In the early 1990s, as China was already in its second decade into Deng Xiaoping's economic reforms, Shanghai-based Yu Youhan quickly rose to fame as one of the nation's leading Political Pop artists. As the nation was facing a period of extraordinary economic and cultural change, Yu's inspired appropriations of conventional communist imagery, combined with Western and domestic "pop" forms, quickly brought him international attention, his works appearing in the 45th Venice Biennale (in 1995), the China Avant-Garde Exhibition (which traveled throughout Europe in 1993), the 22nd Sao Paulo International Art Biennale in 1994, and one of his works even graced the cover of Time Magazine.

China's "Political Pop" has often been too easily confused and elided with Western Pop Art. While it has its corollaries, we can also see in the two exceptional works by Yu featured here (Lots 1201 and 1202) that it also has its own distinct native roots in the context of Chinese history and visual culture. Unlike many of the other practitioners of Political Pop, Yu, born in the 1940s, trained as an artist before the Cultural Revolution (1966-1976) rather than after. His training and education were aborted by the Cultural Revolution, but he sustained his interest by relying on the propaganda posters of the era as inspiration. By the time he was able to take up a teaching post in 1973, his interests took him not to the works of Warhol and other Western pop artists, but the color field experimentation and painterly expression of Henri Matisse and Vincent van Gogh.

Yu's Mao (Lot 1201) is one of the early canvases of the artist's historic series. He began to appropriate political imagery in his works as early as 1988, and we can see here how the artist has fully internalized both the standardized imagery of Chinese propaganda, as well as the flattened color fields that one finds in the works of Matisse and Cezanne. Western Pop art represented a wholesale embrace of consumer culture; however droll Andy Warhol might have been, he was rarely explicitly critical of a consumer capitalist system. Similarly, the level of pointed critique in Yu's works remains elusive. Mao appears seated in a comfortable armchair, affably engaged with an audience not pictured, and dressed in the typical communist attire of the era, all drawn from popular "official" imagery. Yu paints the scene in bright, disarmingly bold colors and in simplified flattened forms, contra the idealized natural tones one would find in conventional Soviet Realist depictions of state figures. These color fields are reminiscent of the posters Yu had taken inspiration from in his youth. Yu further heightens the visual plane by treating the flat color fields like interlocking patterns of complimentary designs, with motifs drawn from folk art and traditional bed covers and other popular domestic materials. Yu as such places the content of the composition in tension with the picture plane, creating a lively visual experience that seems filled more with affection than with critique. As a result, Yu effectively has domesticated Mao's image, suggestive of his continued popularity and cult-like status, one that was passionately revived and rendered nearly to the status of kitsch by the growth of consumer culture in China.

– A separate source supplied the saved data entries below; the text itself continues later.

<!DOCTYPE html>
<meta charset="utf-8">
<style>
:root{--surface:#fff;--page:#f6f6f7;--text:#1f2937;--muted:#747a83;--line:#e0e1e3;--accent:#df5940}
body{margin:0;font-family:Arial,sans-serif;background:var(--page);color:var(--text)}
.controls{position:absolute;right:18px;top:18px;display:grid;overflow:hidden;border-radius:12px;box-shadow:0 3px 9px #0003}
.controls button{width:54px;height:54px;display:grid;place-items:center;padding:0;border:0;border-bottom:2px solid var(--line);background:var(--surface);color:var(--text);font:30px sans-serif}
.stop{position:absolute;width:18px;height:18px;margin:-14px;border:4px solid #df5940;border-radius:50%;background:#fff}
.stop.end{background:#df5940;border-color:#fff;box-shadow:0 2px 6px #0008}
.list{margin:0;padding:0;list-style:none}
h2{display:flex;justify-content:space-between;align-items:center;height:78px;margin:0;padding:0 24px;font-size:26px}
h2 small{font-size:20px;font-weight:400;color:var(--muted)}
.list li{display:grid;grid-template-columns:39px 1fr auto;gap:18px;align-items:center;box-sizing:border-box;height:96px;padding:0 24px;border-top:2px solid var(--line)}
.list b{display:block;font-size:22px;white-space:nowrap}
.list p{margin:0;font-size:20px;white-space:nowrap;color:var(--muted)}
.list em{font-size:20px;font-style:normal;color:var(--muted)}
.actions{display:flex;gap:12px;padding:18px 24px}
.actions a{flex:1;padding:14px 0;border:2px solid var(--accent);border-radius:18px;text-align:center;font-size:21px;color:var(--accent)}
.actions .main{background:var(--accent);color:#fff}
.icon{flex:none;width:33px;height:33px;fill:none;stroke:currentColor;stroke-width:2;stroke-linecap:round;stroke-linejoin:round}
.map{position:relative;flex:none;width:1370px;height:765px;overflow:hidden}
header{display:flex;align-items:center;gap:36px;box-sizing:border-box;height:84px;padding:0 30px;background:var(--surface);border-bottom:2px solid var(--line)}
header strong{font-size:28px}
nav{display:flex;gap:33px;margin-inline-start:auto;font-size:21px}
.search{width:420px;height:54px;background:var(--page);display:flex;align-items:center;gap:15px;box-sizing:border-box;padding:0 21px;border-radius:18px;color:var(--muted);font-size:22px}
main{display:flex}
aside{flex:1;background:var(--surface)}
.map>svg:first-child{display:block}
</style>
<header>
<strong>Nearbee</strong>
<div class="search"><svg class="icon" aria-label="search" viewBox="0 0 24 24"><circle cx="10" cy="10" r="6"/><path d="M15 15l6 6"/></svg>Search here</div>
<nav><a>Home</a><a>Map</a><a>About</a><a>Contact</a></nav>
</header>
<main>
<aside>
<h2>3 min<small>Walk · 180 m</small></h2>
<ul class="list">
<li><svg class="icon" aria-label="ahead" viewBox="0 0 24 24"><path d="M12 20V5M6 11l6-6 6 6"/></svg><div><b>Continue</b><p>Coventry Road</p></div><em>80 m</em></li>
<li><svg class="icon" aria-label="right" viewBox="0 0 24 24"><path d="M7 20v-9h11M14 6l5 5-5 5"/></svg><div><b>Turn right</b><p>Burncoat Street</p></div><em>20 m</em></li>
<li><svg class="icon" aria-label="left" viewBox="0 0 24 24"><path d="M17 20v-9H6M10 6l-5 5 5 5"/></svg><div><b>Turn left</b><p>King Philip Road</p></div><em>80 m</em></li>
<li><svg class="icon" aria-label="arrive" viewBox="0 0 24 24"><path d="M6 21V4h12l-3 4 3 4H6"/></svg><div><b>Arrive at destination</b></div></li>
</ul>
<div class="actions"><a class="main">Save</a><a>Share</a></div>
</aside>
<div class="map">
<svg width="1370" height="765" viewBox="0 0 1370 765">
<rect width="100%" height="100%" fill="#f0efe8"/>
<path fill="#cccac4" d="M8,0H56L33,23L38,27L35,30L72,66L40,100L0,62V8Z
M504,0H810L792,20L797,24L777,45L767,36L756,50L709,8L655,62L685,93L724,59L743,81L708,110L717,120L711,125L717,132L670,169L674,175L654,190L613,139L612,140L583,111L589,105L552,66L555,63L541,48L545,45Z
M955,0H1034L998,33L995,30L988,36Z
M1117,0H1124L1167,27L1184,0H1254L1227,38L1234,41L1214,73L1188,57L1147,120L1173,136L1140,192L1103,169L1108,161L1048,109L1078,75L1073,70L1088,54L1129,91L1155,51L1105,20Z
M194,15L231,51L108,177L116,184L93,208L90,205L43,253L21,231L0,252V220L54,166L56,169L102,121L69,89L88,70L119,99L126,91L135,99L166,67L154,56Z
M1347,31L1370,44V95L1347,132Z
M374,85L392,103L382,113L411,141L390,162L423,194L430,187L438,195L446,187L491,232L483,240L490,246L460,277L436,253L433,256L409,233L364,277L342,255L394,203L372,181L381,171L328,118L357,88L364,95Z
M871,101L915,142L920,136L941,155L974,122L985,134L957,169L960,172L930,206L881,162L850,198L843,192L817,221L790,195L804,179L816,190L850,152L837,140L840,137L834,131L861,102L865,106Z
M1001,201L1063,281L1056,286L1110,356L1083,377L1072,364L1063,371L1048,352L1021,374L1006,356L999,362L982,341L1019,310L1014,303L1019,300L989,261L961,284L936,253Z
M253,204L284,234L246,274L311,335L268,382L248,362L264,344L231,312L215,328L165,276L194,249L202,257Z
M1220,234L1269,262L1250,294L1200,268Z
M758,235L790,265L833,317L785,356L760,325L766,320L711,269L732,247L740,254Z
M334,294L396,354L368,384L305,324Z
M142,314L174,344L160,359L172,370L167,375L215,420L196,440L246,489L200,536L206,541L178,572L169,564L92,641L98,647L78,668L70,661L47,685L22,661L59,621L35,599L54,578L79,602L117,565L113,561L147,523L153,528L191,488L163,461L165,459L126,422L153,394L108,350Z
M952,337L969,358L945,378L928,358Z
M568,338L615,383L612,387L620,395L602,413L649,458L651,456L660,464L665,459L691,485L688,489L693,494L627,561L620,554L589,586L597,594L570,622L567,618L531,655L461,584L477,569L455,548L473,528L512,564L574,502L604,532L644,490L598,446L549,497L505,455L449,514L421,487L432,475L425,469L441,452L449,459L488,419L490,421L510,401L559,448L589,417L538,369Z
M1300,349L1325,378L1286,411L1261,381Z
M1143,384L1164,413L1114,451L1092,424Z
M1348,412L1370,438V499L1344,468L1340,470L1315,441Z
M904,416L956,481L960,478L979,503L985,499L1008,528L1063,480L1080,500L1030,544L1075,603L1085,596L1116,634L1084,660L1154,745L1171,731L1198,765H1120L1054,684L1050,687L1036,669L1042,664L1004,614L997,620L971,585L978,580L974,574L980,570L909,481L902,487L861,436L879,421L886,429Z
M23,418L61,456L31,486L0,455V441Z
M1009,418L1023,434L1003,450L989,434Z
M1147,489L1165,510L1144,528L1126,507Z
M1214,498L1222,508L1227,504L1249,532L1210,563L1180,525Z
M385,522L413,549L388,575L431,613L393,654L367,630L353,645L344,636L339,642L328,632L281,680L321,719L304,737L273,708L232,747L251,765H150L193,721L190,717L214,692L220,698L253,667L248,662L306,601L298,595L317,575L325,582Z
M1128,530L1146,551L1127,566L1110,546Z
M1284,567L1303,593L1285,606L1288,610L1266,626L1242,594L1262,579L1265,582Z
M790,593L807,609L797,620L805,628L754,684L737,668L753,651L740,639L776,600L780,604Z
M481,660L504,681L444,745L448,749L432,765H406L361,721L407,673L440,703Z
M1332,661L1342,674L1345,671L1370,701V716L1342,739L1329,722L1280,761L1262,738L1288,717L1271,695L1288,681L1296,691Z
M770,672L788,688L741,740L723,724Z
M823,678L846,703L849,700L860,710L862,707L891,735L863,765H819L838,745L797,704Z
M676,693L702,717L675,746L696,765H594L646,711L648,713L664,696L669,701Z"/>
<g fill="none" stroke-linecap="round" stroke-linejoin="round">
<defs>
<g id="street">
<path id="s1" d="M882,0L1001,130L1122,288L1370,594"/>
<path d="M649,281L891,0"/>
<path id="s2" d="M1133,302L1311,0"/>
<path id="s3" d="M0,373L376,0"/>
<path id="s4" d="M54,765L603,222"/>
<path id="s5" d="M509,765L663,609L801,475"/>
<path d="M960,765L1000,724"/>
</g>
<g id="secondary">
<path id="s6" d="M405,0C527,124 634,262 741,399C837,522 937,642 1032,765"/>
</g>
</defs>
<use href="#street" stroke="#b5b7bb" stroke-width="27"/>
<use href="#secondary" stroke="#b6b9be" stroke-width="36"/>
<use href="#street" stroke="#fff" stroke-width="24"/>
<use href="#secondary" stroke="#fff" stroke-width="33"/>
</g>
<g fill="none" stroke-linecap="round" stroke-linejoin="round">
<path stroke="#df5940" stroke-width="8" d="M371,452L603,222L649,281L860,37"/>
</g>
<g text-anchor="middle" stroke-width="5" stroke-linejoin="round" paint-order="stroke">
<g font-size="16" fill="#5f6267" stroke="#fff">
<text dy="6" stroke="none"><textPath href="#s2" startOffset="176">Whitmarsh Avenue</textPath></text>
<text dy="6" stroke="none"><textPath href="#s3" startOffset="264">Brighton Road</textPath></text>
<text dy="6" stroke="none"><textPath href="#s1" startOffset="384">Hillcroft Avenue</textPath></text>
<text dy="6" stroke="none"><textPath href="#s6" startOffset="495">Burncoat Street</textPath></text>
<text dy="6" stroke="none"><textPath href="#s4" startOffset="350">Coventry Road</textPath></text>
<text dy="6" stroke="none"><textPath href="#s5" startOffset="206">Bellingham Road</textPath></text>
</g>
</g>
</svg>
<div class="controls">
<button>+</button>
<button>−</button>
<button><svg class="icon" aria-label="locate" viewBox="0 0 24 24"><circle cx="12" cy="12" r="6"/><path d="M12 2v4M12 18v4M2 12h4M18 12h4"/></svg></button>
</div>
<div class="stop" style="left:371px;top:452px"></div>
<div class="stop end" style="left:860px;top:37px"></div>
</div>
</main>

Shanghai has historically been the city within mainland China that was most "open" to international influence, commerce, and exchange, and this may be one way to understand why Yu's works feature considerably less of the hard-edged angst of younger Beijing-based Political Pop artists like Wang Guangyi; reform era transitions were perhaps less traumatically felt in Shanghai than in the north. Yu instead seems to be seeking a new visual language to define the nations' tentative new steps towards modernization, one that embraces the past in order to find an emotional roadmap for the present and future. This is most explicitly the case the more surrealistic Towards Prosperity (Lot 1202) from 1994. In this canvas, Yu offers us a strange vision of a dark tunnel. Three joyful and fantastic Pegasus fly through the space; at the left we see the neon outline of what appears to be a cityscape, and the bold vertical strokes along the right wall create a visual rhythm that draw the viewer's gaze to the window pane tableau at the center of the composition. There we see a classic image appropriated from Communist history, drawn from one of Zhou Enlai and Mao Zedong's factory visits, closely examining some new breakthrough equipment. The image then is suggestive of the future and the past. Yu has created a mysterious but inviting space, one that draws us towards the idealism inherent in the image drawn from the past, suggesting that the new transformations that the nation was facing might not only lead to a new prosperity, but might also at last make good on the great promise of the revolution. Across these two extraordinary canvases then, we can see how Yu's Political Pop is one that creates visions that are intimate, disarming, and inspiring, tapping the unconscious power communist iconography still held, its ability to lead the nation towards new dreams and horizons.